Mesenchymal Stromal Cell Modulation of Macrophages

Macrophages and neutrophils are generally the first innate immune cells to infiltrate the graft postischemia reperfusion injury. Whereas neutrophils are present only in the graft during inflammatory episodes, macrophages are present throughout the life of the graft, infiltrating in response to ischemia reperfusion injury, and maintained in reduced numbers after resolution of tissue injury in the absence of rejection. Neutrophils and macrophages have been shown to play a role in graft rejection through tissue damage induced by effector function, production of proinflammatory cytokines, and activation of antigen specific T cells (Wyburn et al. 2005). On the other hand, macrophages are also known to play a role in tissue repair and can be repolarized from pro to anti-inflammatory (Sica and Mantovani 2012). Although it has not been shown in a SOT setting, MSCs have the capacity to re-educate monocytes/macrophages.
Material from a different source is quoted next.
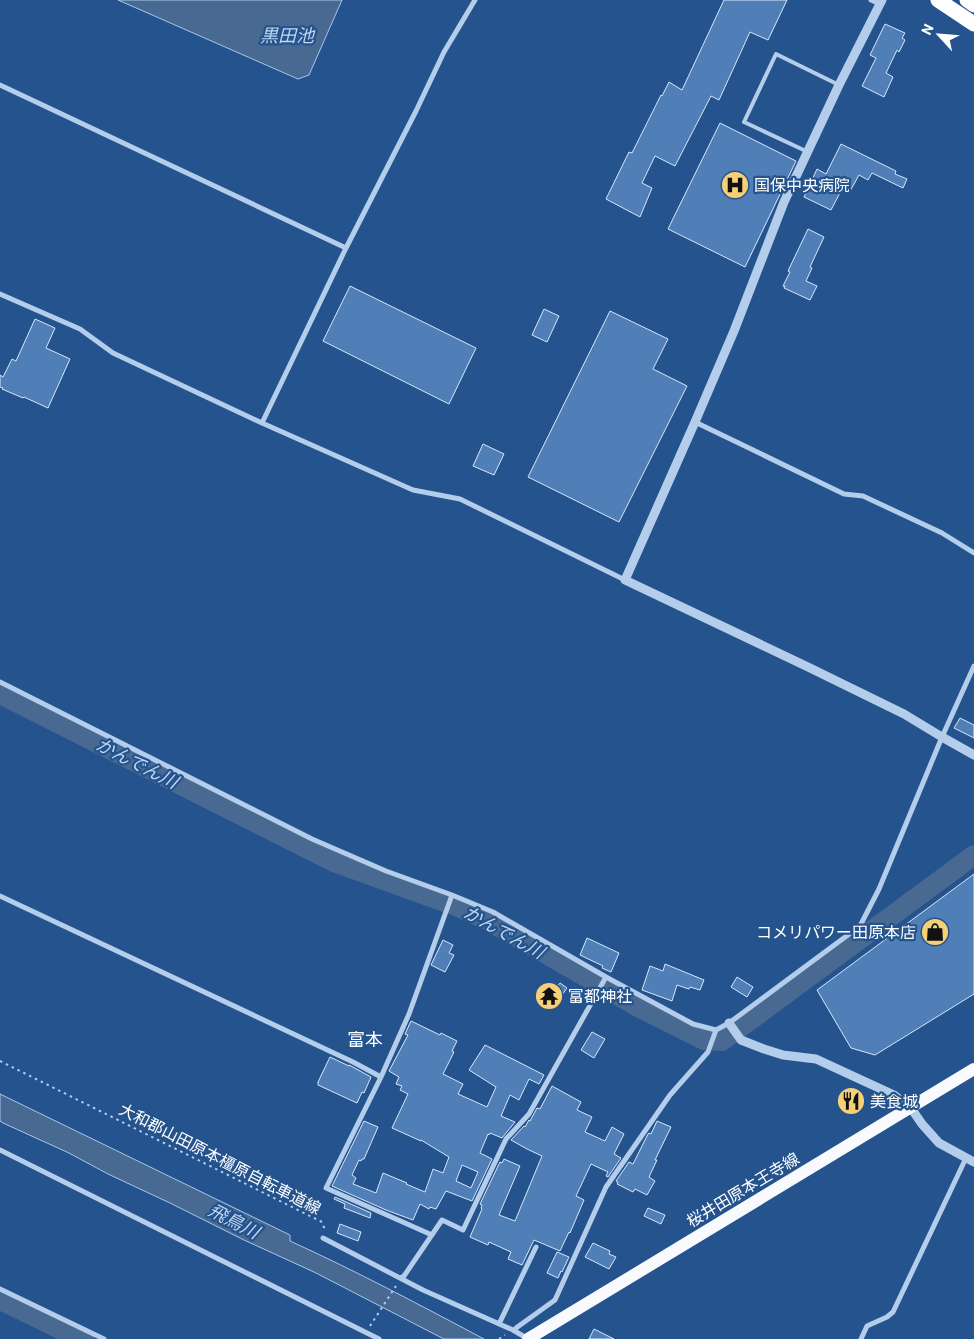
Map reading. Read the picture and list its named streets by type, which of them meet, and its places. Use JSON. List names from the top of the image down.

MSCs induce alternatively activated macrophages down-regulating the production of TNF-α, IL-1α, IL-6, and IL-12p70, and increasing the production of IL-10 and enhancing phagocytic activity (Kim and Hematti 2009; Nemeth et al. 2009; Cutler et al. 2010; Choi et al. 2011) through production of IDO and PGE-2 (Maggini et al. 2010; Francois et al. 2012).

Two important studies build a picture of how MSCs orchestrate macrophage polarisation and the influence the local microenvironment has on that process. Nemeth and colleagues show that MSCs ameliorate sepsis through alternative activation of macrophages, showing that lipopolysaccharide (LPS) and TNF-α activate TLR4 and tumor necrosis factor receptor 1 on MSCs to activate NF-κB signaling. This, in turn, leads to the expression of cyclooxygenase (COX)-2 and synthesis of PGE-2 by MSCs that bind E-prostanoid 2/4 (EP2/EP4) receptors on macrophages resulting in increased production of IL-10 and facilitating the resolution of inflammation (Nemeth et al. 2009). In the second study, Prockop’s group used a zymosan induced peritonitis model to show that MSCs exerted anti-inflammatory effects through the production of tumor necrosis factor α (TNF-α)-induced protein 6 (TSG-6), which subsequently limits TLR2/NF-κB signaling through direct interaction with CD44 expressed on the macrophage to initiate a negative feedback loop inhibiting the inflammatory response (Choi et al. 2011). Although MSC secretion of TSG-6 has been implicated in corneal allograft survival (Oh et al. 2012), it remains to be determined whether or not MSC derived TSG-6 can modulate macrophages in this setting. On the whole, microenvironmental cues present at the site of MSC activation seem to determine the particular mechanism of actions deployed by MSCs in modulating the immune response and resolving inflammation.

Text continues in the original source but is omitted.